Japan Registry Services
- Industry: domain name registration
- Founded: December 26, 2000; 25 years ago
- Headquarters: Japan
- Area served: Worldwide
- Owner: Ministry of Internal Affairs and Communications
- Website: jprs.co.jp/en/

= Japan Registry Services =

The Japan Registry Services Co., Ltd. (JPRS) was incorporated on December 26, 2000. The organization under the Japan Ministry of Internal Affairs and Communications manages the .jp ccTLD, including the operation Minister of Internal Affairs and Communications of the registry and DNS servers.

==History==
JPRS came into existence out of a resolution at the 11th General Meeting of JPNIC, who had until then been managing the .jp domain. It was decided that due to the growing importance and complexity of the .jp domain, a separate corporation should be created with the purpose of running the registry.

In the period following the resolution, details were worked out, a structure was set up, and then on 2003-06-30, JPNIC, in co-operation with ICANN, transitioned the .jp domain to JPRS.

==Activities==
JPRS is the registry for the .jp domain. In this capacity, they are responsible for the administration and operation of the .jp domain, interacting with the public through private registrars of record.

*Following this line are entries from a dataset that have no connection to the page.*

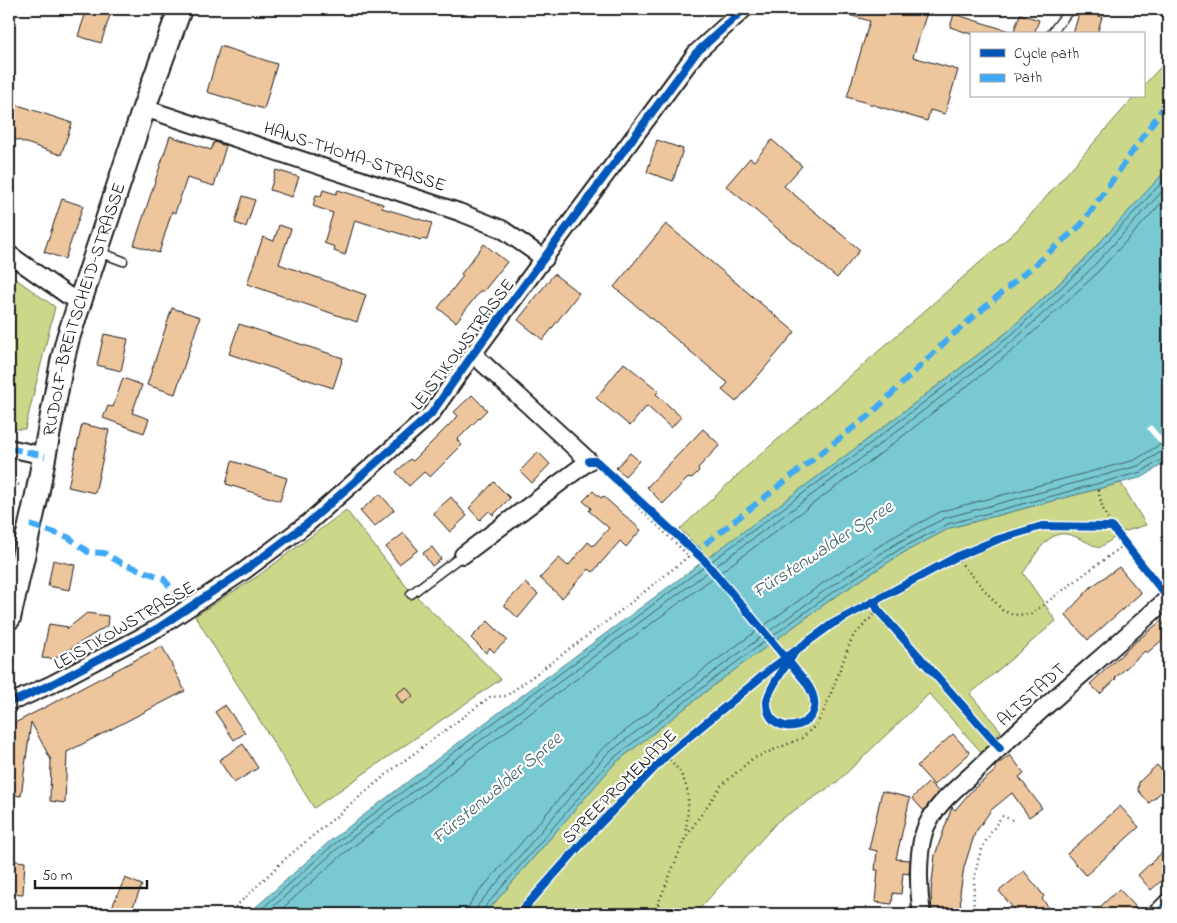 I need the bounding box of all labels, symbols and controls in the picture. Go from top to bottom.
legend [970,32,1144,98]
text: Cycle path [1014,43,1079,66]
text: Path [1014,67,1042,89]
street label: HANS-THOMA-STRASSE [260,116,449,200]
street label: RUDOLF-BREITSCHEID-STRASSE [37,179,134,439]
street label: LEISTIKOWSTRASSE [405,274,522,417]
water label: Fürstenwalder Spree [748,494,900,606]
street label: LEISTIKOWSTRASSE [50,576,201,678]
street label: ALTSTADT [992,658,1072,733]
street label: SPREEPROMENADE [557,724,684,851]
water label: Fürstenwalder Spree [427,725,570,852]
scale bar [35,858,148,890]
text: 50 m [42,865,73,887]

JPRS is also a participant in the internationalized domain names (IDN) effort, which seeks to allow non-ASCII characters to be used in domain names. JPRS supports Internationalizing Domain Names in Applications (IDNA) which is a system by which Japanese characters can be converted into an ASCII representation of those characters, allowing Japanese characters to be used in applications without the underlying DNS being altered.